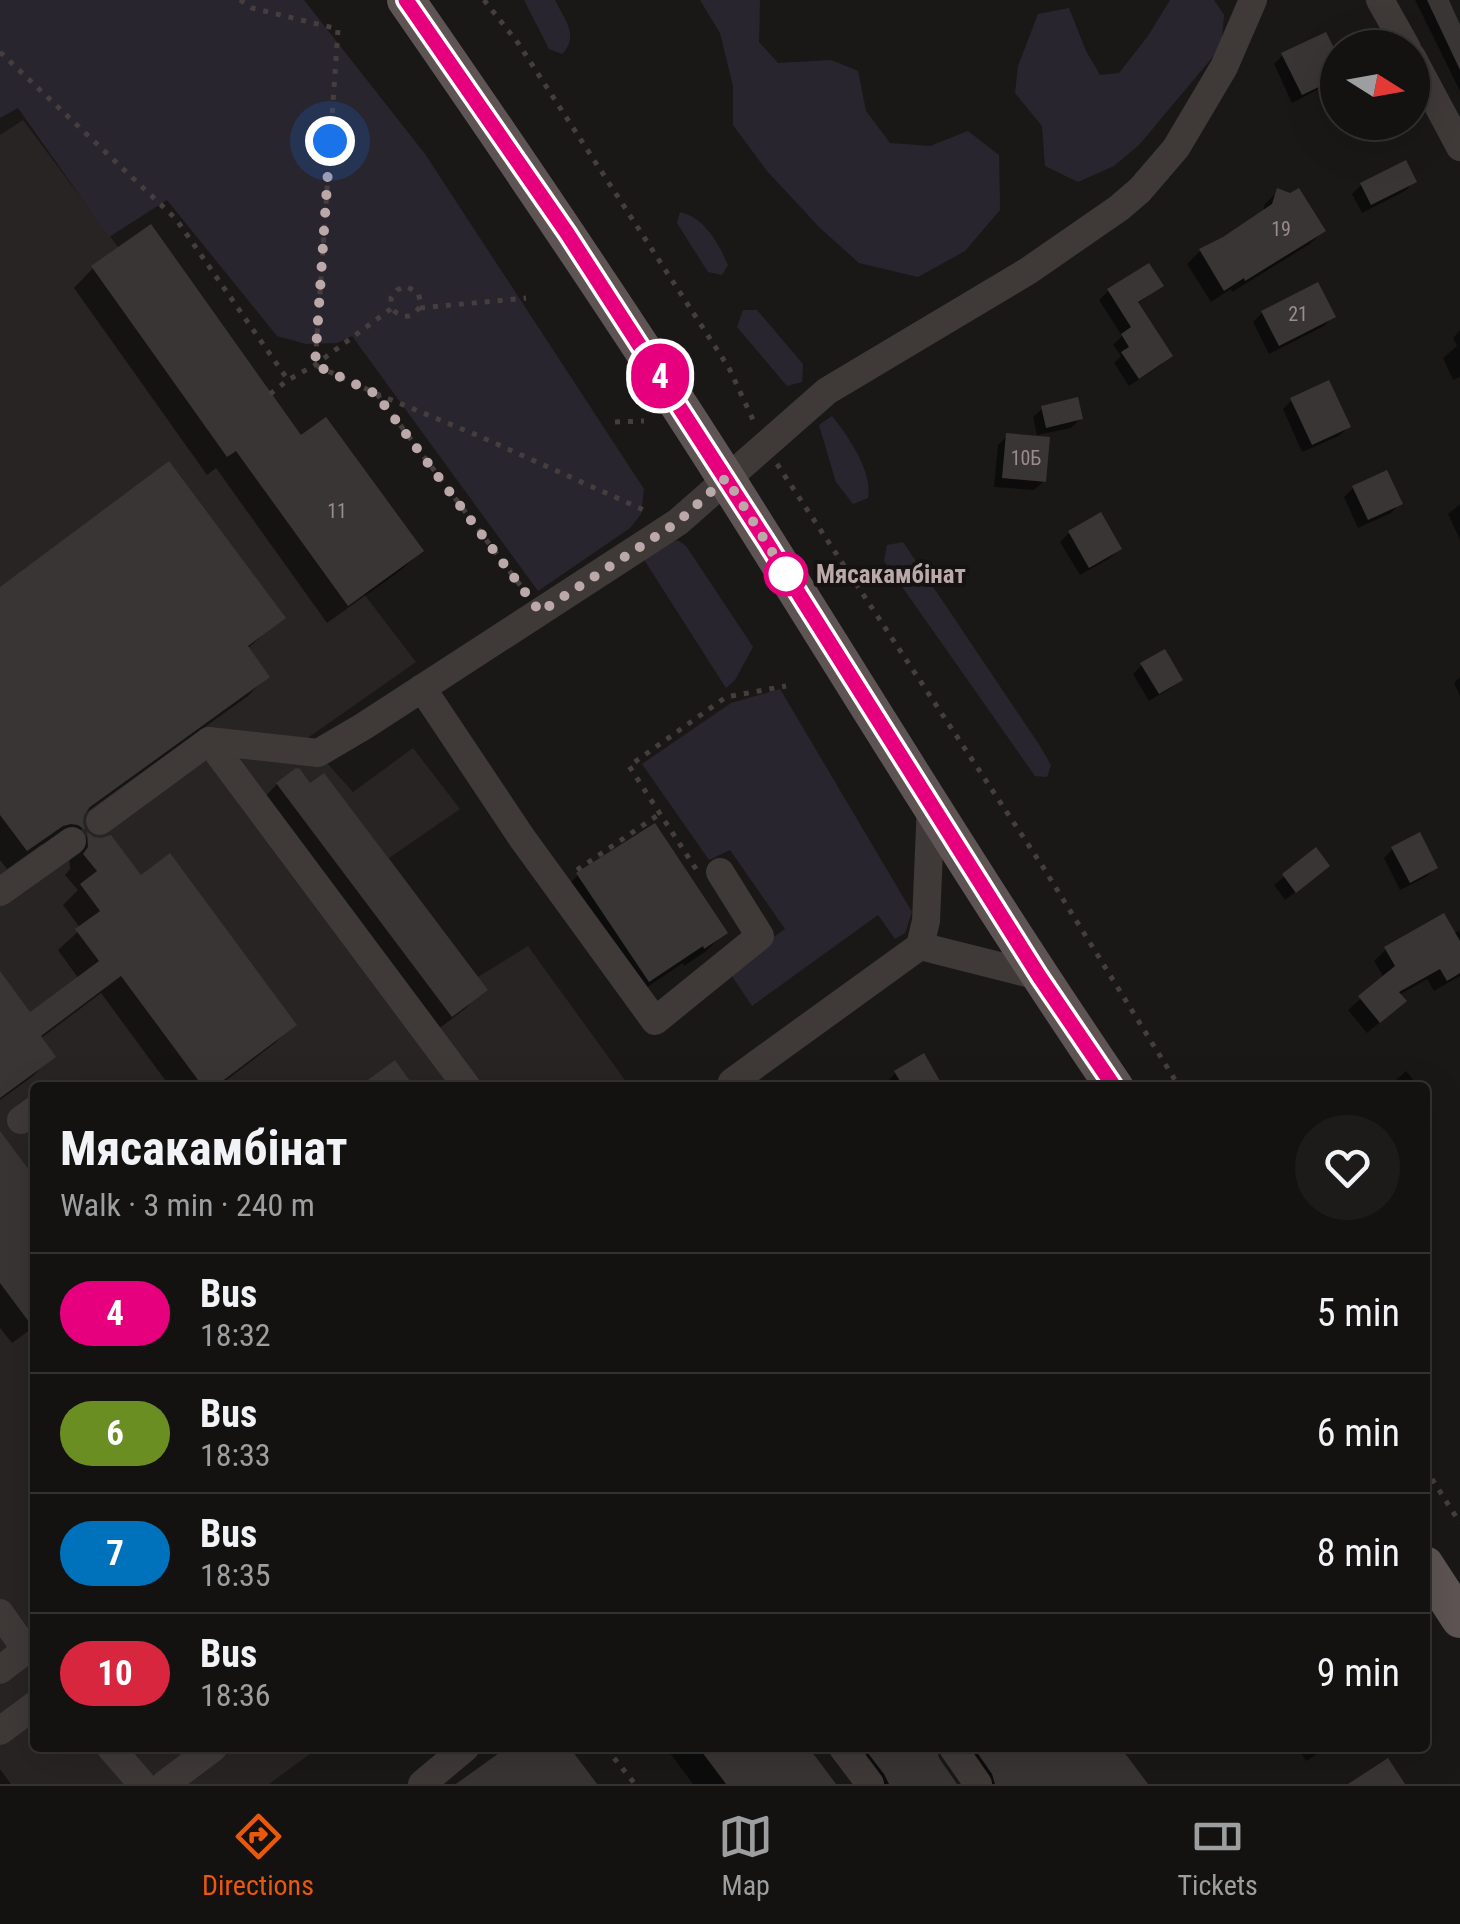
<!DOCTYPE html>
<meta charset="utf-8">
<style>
body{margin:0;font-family:"Roboto Condensed",sans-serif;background:#1d1b1a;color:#f1f3f6;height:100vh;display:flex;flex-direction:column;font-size:38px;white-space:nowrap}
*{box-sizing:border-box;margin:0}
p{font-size:32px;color:#9d9e9f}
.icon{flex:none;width:55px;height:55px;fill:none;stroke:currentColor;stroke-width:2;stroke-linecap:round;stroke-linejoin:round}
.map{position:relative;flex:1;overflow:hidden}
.sheet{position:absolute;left:30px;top:1082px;width:1400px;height:670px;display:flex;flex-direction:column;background:#141211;border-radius:10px;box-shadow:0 10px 40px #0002,0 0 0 2px #333231}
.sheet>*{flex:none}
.badge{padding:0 20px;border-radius:32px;font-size:35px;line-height:65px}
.needle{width:65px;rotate:101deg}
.controls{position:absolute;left:1320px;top:30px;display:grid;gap:20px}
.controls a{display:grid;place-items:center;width:110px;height:110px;border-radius:50%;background:#141211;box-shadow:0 10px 40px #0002,0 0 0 2px #333231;font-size:50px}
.you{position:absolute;width:50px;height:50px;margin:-25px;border:8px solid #fff;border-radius:50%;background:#1a73e8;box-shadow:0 0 0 15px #1a73e833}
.map>.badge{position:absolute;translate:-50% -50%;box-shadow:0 0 0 5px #fff}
.round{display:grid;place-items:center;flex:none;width:105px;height:105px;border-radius:52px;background:#1d1b1a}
.summary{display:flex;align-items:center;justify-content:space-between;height:170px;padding:0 30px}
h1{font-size:48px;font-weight:700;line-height:75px}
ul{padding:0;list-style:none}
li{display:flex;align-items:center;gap:30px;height:120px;padding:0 30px;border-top:2px solid #333231}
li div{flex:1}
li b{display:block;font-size:38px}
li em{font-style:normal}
li .badge{min-width:110px;font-weight:700;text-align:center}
.tabs{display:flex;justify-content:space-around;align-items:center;height:140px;border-top:2px solid #333231;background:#141211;font-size:28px;color:#9d9e9f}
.tabs a{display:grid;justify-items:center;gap:5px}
.tabs .selected{color:#ea580c}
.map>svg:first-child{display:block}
</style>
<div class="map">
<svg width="1460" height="1784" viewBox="0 0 1460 1784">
<rect width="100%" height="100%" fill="#1a1817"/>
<path fill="#272423" d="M 23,120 L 118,247 L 301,435 L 326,417 L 424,551 L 364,594 L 416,662 L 309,737 L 318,753 L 353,792 L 413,748 L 460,809 L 389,858 L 478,977 L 528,946 L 630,1087 L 35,1088 L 35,1748 L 318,1748 L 269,1784 L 0,1784 L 0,135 Z"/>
<g fill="#29252f">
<path d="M 0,0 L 304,0 L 425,154 L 644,489 L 641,514 L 630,528 L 538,591 L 352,336 L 337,343 L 306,344 L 277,336 L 167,200 L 109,237 L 18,108 L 0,118 Z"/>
<path d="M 524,0 L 555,0 C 564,19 580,36 562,54 L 549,49 Z"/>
<path d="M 700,0 L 760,0 L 759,42 L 778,63 L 831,60 L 858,71 L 866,111 L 890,143 L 930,146 L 968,131 L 999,155 L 1000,210 L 965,251 L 918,277 L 859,263 L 820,228 L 767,171 L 733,125 L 733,86 L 720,33 Z"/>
<path d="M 1170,0 L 1214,0 L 1224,15 L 1221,47 L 1139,145 L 1114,166 L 1078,182 L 1045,166 L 1042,126 L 1015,93 L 1018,66 L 1038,14 L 1069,8 L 1086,51 L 1100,75 L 1119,73 L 1148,36 Z"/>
<path d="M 680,212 C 705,218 718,243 728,265 L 722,275 L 708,272 L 677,223 Z"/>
<path d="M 743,310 L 757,310 L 803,364 L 802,382 L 787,386 L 737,327 Z"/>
<path d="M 832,416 C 848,436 873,472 868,498 L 853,504 L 836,482 L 819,425 Z"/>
<path d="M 669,540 L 679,541 L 686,546 L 753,647 L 735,680 L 726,688 L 643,558 Z"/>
<path d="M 903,542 L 1040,746 L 1051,765 L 1047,777 L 1035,776 L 884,561 L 887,545 Z"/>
<path d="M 780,689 L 912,912 L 905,933 L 895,939 L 878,915 L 752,1006 L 728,970 L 785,929 L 730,850 L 709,860 L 642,764 L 731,703 Z"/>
</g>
<g fill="#0007">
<path d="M 1415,0 L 1444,0 L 1460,33 L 1460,91 Z"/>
<path d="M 1283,55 L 1338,62 L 1338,79 L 1292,103 L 1274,64 Z"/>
<path d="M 1414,182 L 1405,191 L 1362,213 L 1352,194 L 1361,185 Z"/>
<path d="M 1278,191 L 1323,231 L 1310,244 L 1232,292 L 1231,289 L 1211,302 L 1187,264 L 1200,251 L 1262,214 L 1265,204 Z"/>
<path d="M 93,268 L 300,439 L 421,551 L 401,570 L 327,623 L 216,468 L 207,475 L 74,288 Z"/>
<path d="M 1160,286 L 1137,304 L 1170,355 L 1161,365 L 1129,386 L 1114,363 L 1121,356 L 1113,345 L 1122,336 L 1099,300 L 1108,291 Z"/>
<path d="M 1262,313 L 1333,317 L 1324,326 L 1269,354 L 1253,322 Z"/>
<path d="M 1460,330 L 1460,377 L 1453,380 L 1443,358 L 1457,346 L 1453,338 Z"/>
<path d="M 1292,400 L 1348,427 L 1339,436 L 1302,452 L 1283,409 Z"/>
<path d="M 1043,408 L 1081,418 L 1071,428 L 1037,435 L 1033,417 Z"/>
<path d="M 1007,436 L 1044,481 L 1034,490 L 994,487 L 998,445 Z"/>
<path d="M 1353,488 L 1400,503 L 1391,513 L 1358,528 L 1344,497 Z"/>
<path d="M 1460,504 L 1460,540 L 1448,514 Z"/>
<path d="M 1069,533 L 1119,549 L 1110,558 L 1080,575 L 1060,542 Z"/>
<path d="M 0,590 L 282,618 L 247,649 L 267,676 L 248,696 L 81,816 L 82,829 L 64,847 L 50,842 L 41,845 L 7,869 L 0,860 Z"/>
<path d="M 1142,665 L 1180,679 L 1171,688 L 1149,701 L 1133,674 Z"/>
<path d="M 1460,677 L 1460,696 L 1454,683 Z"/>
<path d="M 277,784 L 309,787 L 484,989 L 466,1008 L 432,1034 L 259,803 Z"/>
<path d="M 87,836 L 141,878 L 294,1024 L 275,1043 L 216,1088 L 171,1088 L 101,993 L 40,1039 L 52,1056 L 33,1076 L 0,1100 L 0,975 L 30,1015 L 79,979 L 58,950 L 81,929 L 63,905 L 78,890 L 65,875 L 70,869 L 69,854 Z"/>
<path d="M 1393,849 L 1435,868 L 1426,877 L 1400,890 L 1384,858 Z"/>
<path d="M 1316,851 L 1318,875 L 1285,900 L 1274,885 Z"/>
<path d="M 578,875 L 725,933 L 705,952 L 684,966 L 683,963 L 628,1000 L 559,894 Z"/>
<path d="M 1460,931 L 1460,976 L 1434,991 L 1427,979 L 1399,995 L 1391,1013 L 1367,1033 L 1348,1010 L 1384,978 L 1374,961 L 1386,949 Z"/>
<path d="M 1406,1071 L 1420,1088 L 1387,1088 Z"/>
<path d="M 896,1073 L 934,1088 L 890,1088 L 886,1082 Z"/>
<path d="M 0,1135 L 35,1182 L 35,1326 L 12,1343 L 0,1328 Z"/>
<path d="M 666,1748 L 805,1748 L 833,1784 L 693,1784 Z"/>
<path d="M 831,1748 L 1118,1748 L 1145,1784 L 968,1784 L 942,1751 L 931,1748 L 954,1784 L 859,1784 Z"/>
<path d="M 1298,1748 L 1327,1748 L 1306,1761 Z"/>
<path d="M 0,1769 L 11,1784 L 0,1784 Z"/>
</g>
<g fill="#393534">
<path d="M 1427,0 L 1449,0 L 1460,25 L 1460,70 Z"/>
<path d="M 1326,32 L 1338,56 L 1338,78 L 1302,95 L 1281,53 Z"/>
<path d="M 1406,160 L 1417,182 L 1371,205 L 1360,183 Z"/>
<path d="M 1277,188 L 1290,193 L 1299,188 L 1326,231 L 1245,281 L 1244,278 L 1224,291 L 1199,249 L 1223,237 L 1272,204 Z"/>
<path d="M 151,224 L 301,435 L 326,417 L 424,551 L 348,606 L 236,451 L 227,457 L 91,266 Z"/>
<path d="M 1149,263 L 1164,286 L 1138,302 L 1173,356 L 1139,379 L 1121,352 L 1129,347 L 1121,334 L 1131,327 L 1107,289 Z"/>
<path d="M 1318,282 L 1336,317 L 1279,346 L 1261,311 Z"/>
<path d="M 1329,380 L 1351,427 L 1312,445 L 1290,398 Z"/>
<path d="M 1078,397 L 1083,419 L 1046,428 L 1041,406 Z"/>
<path d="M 1006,433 L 1050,437 L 1046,482 L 1002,478 Z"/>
<path d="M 169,461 L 286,618 L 248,646 L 270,677 L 90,807 L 84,815 L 83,822 L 85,830 L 78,825 L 71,824 L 63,826 L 27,851 L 0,815 L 0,587 Z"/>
<path d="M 1387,470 L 1403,504 L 1368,520 L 1352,486 Z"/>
<path d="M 1101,512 L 1122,549 L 1089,568 L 1068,531 Z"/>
<path d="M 1165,649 L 1183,680 L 1159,694 L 1140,663 Z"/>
<path d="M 296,768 L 300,769 L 310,783 L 324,773 L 488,990 L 452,1017 L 276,783 Z"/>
<path d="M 655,823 L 728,933 L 704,949 L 703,946 L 649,982 L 576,873 Z"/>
<path d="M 87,832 L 94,837 L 101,838 L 111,835 L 141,875 L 170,853 L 297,1025 L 213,1088 L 204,1088 L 121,976 L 41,1036 L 56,1057 L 0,1098 L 0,971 L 30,1012 L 99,961 L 75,929 L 100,911 L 80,884 L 97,871 L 83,854 L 88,847 Z"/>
<path d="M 1420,832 L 1438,868 L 1410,883 L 1391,847 Z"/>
<path d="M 1316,847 L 1330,866 L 1296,893 L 1282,874 Z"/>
<path d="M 1444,913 L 1460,941 L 1460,973 L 1447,981 L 1440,969 L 1399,992 L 1407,1001 L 1380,1023 L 1358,996 L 1395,966 L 1384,947 Z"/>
<path d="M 924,1053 L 944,1088 L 904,1088 L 894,1071 Z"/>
<path d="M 395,1060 L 415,1088 L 357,1088 Z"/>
<path d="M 0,1131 L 35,1178 L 35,1330 L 0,1283 Z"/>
<path d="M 506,1748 L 570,1748 L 597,1784 L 456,1784 Z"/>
<path d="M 699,1748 L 809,1748 L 836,1784 L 726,1784 Z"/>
<path d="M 864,1748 L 936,1748 L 939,1758 L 957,1784 L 889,1784 L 884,1774 Z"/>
<path d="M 974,1748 L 1121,1748 L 1148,1784 L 995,1784 L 992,1774 Z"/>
<path d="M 1388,1758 L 1405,1784 L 1348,1784 Z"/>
</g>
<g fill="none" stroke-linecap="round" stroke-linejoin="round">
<g stroke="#463e3e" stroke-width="5" stroke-dasharray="5 8" stroke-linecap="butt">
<path d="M 240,0 L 252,8 L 338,29 L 315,365 L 377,394 L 479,436 L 646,511"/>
<path d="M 484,0 L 518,43 L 729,368 L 755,424"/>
<path d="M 0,52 L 176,219 L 288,380"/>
<path d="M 420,308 L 526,298"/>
<path d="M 270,394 L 288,380 L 315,365 L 392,308 L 391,298 L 397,290 L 406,286 L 418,293 L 421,303 C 416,318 401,321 392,308"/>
<path d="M 377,394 L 526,593"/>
<path d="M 615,422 L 644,421"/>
<path d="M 777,464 L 1043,867 L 1180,1088"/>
<path d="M 696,869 L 629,766 L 726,697 L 786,686"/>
<path d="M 577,870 L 661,813"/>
<path d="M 1425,1468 L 1460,1523"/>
<path d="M 606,1748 L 635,1784"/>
</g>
<g stroke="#3f3938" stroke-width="28">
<path d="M 1380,0 L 1407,48"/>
<path d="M 1412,57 L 1460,147"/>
<path d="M 422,688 L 522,838 L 655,1021 L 760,936 L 720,872"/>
<path d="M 209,741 L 468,1088"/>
<path d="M 100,821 L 209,741 L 318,753 L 364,726 L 678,522 L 827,391 L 1028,271 L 1119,208 L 1140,190 L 1176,148 L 1224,67 L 1253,0"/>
<path d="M 0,892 L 72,841"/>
<path d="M 920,946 L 1039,976"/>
<path d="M 730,1088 L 732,1082 L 920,946 L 926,921 L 931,804"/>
<path d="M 21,1120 L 35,1110"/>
<path d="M 0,1613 L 26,1650"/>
<path d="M 0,1670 L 35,1643"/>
<path d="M 0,1731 L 35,1705"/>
<path d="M 111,1748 L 142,1784"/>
<path d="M 843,1748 L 870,1784"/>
<path d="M 953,1748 L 978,1784"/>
<path d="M 165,1784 L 213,1748"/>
<path d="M 422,1784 L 465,1748"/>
</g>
<g stroke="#5e5454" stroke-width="38">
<path d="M 406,0 C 515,157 622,315 725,477 C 854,681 979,888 1115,1088"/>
<path d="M 1425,1565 L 1460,1619"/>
</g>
</g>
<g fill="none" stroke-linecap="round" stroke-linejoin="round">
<g stroke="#fff" stroke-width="22">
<path id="line" d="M 406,0 L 567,233 L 767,543 L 1039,976 L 1115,1088"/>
</g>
<use href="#line" stroke="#e6007e" stroke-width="15"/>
<path stroke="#bba8a9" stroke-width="10" stroke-dasharray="0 18" d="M 330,141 L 315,365 L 376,394 L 540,612 L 678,522 L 726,478 L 787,576 L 786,574"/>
</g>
<circle fill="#fff" stroke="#e6007e" stroke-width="5" cx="786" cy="574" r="20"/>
<g text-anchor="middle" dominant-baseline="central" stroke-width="8" stroke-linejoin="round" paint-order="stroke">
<g font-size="20" fill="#9a8b8c">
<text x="1281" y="229">19</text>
<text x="1298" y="314">21</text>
<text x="1026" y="458">10Б</text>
<text x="337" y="511">11</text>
</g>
<g font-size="25" font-weight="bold" fill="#bba8a9" stroke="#151312" text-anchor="start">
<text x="816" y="574">Мясакамбінат</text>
</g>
</g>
</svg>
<div class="controls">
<a><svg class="needle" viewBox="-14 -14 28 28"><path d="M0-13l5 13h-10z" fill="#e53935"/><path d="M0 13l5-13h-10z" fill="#9d9e9f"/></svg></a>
</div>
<div class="you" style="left:330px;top:141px"></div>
<b class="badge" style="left:660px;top:376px;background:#e6007e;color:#fff">4</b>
<section class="sheet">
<div class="summary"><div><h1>Мясакамбінат</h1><p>Walk · 3 min · 240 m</p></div><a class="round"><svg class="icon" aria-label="heart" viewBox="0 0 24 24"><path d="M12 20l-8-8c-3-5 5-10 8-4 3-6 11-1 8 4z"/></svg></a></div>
<ul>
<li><span class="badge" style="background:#e6007e;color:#fff">4</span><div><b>Bus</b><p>18:32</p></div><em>5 min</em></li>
<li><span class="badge" style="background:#6b8e23;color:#fff">6</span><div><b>Bus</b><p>18:33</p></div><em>6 min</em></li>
<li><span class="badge" style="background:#0072bc;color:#fff">7</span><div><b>Bus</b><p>18:35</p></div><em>8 min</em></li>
<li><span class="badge" style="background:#d7263d;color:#fff">10</span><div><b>Bus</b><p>18:36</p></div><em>9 min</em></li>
</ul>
</section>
</div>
<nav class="tabs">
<a class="selected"><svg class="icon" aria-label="directions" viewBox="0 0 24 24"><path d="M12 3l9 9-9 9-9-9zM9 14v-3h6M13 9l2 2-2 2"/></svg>Directions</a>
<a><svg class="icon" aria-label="map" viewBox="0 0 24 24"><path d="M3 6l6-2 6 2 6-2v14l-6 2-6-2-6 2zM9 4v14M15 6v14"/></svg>Map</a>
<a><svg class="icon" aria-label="tickets" viewBox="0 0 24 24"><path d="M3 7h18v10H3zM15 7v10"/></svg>Tickets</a>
</nav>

.....

● WHAT YOU NEED TO DO:
Check each line above for the string "controls" and show the ones that have it.

● RESPONSE TO THE EXERCISE:
.controls{position:absolute;left:1320px;top:30px;display:grid;gap:20px}
.controls a{display:grid;place-items:center;width:110px;height:110px;border-radius:50%;background:#141211;box-shadow:0 10px 40px #0002,0 0 0 2px #333231;font-size:50px}
<div class="controls">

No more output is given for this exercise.